I work out biceps and back on the same day, and triceps and chest on another day.
I have never worked biceps and triceps on same day, so I'll have to defer to others experience.


----------



## twstdn8v (Nov 16, 2010)

I'm currently working bi and tri on same day I've never heard of the bicep being involved in bench press even reverse grip would not bring it into play. I'm switching up my workout due to no bicep growth and a few other reasons. But I would say try it and see whay works for you give it a solid three weeks befote makinh a decision though

Good luck


----------



## pwloiacano (Nov 16, 2010)

I work bi's and tri's on the same day.  I prefer not to do tri's with chest because I really like to do close grip bench presses.  You really can't do these when you do tri's with chest because it would be redundant with all the pressing already done with main compound chest exercises.  Close grips are a great mass builder for tri's and they also help strengthen your regular bench press (at least in my case.).  
If you are really hell bent on doing tri's on chest day, try doing skull crushers as your main compound exercise.  Do them both on a flat and decline bench.  Good luck.


----------



## Sampson (Nov 16, 2010)

I do bi's and tri's together and get pretty good results.  Plus, if you do them on friday around 6pm and then go out to the clubs you will still have a nice pump lol


----------



## alan84 (Nov 16, 2010)

Sampson said:


> I do bi's and tri's together and get pretty good results.  Plus, if you do them on friday around 6pm and then go out to the clubs you will still have a nice pump lol



Don't u love that pump in the clubs, when u feel like half of the girls in the club are checking you out lol


----------



## twstdn8v (Nov 16, 2010)

pwloiacano said:


> I work bi's and tri's on the same day.  I prefer not to do tri's with chest because I really like to do close grip bench presses.  You really can't do these when you do tri's with chest because it would be redundant with all the pressing already done with main compound chest exercises.  Close grips are a great mass builder for tri's and they also help strengthen your regular bench press (at least in my case.).
> If you are really hell bent on doing tri's on chest day, try doing skull crushers as your main compound exercise.  Do them both on a flat and decline bench.  Good luck.

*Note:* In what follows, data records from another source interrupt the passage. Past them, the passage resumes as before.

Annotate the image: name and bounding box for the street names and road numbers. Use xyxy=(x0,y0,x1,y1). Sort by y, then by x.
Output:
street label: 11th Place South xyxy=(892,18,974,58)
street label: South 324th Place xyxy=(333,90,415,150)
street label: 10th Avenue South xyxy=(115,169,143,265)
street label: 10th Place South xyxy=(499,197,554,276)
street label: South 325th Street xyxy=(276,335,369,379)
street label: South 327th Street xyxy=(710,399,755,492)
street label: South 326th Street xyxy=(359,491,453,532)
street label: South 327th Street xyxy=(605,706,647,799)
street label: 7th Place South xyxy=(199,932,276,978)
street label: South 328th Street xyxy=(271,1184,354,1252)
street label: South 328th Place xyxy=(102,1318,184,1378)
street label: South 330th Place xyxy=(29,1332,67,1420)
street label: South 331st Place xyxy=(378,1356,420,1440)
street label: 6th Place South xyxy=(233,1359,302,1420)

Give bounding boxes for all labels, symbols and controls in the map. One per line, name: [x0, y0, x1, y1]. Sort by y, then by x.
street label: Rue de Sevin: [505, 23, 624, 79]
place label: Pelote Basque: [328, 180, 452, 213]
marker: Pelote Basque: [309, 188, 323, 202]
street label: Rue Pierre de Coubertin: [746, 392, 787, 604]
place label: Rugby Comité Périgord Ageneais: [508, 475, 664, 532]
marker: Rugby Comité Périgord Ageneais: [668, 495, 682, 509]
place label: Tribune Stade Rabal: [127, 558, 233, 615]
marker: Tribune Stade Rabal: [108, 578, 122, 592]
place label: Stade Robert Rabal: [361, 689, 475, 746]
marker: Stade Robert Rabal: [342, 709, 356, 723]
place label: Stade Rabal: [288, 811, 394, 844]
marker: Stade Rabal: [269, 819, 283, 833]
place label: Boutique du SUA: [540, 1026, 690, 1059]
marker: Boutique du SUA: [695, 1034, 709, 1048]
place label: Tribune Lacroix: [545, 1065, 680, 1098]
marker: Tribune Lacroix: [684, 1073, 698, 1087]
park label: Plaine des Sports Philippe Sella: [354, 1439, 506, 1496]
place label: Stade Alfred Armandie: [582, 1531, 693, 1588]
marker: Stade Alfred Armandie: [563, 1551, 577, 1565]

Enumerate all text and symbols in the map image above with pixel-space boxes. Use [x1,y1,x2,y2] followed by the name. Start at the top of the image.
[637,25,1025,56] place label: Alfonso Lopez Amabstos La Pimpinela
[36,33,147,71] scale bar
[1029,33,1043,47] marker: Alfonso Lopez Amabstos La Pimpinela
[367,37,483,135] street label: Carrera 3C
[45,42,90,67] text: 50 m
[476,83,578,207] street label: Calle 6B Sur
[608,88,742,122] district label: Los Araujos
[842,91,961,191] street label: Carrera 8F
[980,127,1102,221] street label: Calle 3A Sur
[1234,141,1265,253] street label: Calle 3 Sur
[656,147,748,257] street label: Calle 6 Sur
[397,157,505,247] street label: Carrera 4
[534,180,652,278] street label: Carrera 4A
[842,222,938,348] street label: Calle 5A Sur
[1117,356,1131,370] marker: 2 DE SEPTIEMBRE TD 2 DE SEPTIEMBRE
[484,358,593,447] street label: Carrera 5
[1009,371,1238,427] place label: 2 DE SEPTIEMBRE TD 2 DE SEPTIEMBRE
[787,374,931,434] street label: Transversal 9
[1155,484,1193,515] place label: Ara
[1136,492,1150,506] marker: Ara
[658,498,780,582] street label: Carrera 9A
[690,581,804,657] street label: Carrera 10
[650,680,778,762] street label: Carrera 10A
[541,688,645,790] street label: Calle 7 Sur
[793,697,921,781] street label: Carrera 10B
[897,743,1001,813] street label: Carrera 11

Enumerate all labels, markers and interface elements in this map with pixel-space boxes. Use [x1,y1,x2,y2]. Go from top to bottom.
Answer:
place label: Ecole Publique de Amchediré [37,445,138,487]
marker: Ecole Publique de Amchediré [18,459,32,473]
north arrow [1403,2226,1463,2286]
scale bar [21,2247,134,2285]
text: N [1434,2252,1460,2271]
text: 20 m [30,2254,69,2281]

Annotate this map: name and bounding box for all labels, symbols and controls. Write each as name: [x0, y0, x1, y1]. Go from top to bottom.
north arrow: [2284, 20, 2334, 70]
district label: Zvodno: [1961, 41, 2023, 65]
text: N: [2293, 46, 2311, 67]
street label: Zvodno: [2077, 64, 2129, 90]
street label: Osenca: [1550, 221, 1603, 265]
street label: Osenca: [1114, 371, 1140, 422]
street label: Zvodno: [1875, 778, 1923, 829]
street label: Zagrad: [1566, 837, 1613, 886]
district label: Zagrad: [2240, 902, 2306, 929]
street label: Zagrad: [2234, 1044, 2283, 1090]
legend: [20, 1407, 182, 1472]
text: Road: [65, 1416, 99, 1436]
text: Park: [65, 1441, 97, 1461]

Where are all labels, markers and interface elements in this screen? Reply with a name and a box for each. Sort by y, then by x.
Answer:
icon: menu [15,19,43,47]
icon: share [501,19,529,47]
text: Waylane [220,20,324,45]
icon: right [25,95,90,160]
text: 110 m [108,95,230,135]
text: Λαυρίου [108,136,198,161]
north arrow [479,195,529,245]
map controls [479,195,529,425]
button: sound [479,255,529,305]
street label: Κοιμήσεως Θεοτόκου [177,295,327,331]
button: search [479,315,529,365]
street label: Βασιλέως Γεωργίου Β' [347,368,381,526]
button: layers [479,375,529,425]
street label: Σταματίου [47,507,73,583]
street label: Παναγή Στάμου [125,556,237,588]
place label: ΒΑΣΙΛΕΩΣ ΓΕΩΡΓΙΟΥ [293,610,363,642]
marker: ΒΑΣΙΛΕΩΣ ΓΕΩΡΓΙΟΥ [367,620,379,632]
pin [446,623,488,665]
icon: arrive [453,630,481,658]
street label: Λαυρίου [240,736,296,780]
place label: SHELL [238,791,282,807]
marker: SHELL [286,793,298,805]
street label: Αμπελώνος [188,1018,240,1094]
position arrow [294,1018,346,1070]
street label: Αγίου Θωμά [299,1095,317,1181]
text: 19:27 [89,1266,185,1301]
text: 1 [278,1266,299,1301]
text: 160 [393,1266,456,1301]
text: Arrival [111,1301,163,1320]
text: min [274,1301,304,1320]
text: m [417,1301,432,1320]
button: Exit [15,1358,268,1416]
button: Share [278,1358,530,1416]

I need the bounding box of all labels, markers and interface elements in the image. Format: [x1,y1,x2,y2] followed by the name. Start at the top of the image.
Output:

This is how I work tris its not a problem for me with bench and tris just bicep no size or strength gain 
Any hints


----------



## Gazhole (Nov 16, 2010)

Dear christ...they are ARMS. Do them on the fucking toilet or on your commute to work if you like. Together, with legs, on rhomboid day, whenever.


----------



## Sampson (Nov 16, 2010)

alan84 said:


> Don't u love that pump in the clubs, when u feel like half of the girls in the club are checking you out lol



haha yep.....then i go home alone


----------



## pete26 (Nov 16, 2010)

shit i meant chest and tris sorry


----------



## pete26 (Nov 16, 2010)

im not worrying about my bi's there the last thing i worry about


----------



## stfuandliftbtch (Nov 16, 2010)

pete26 said:


> does anyone have and expierence with doing tricepts and bicepts the same day? im thinking about trying and was just wondering if it was going to have any effect on my ability to gain tricept strength since they work together for most chest work?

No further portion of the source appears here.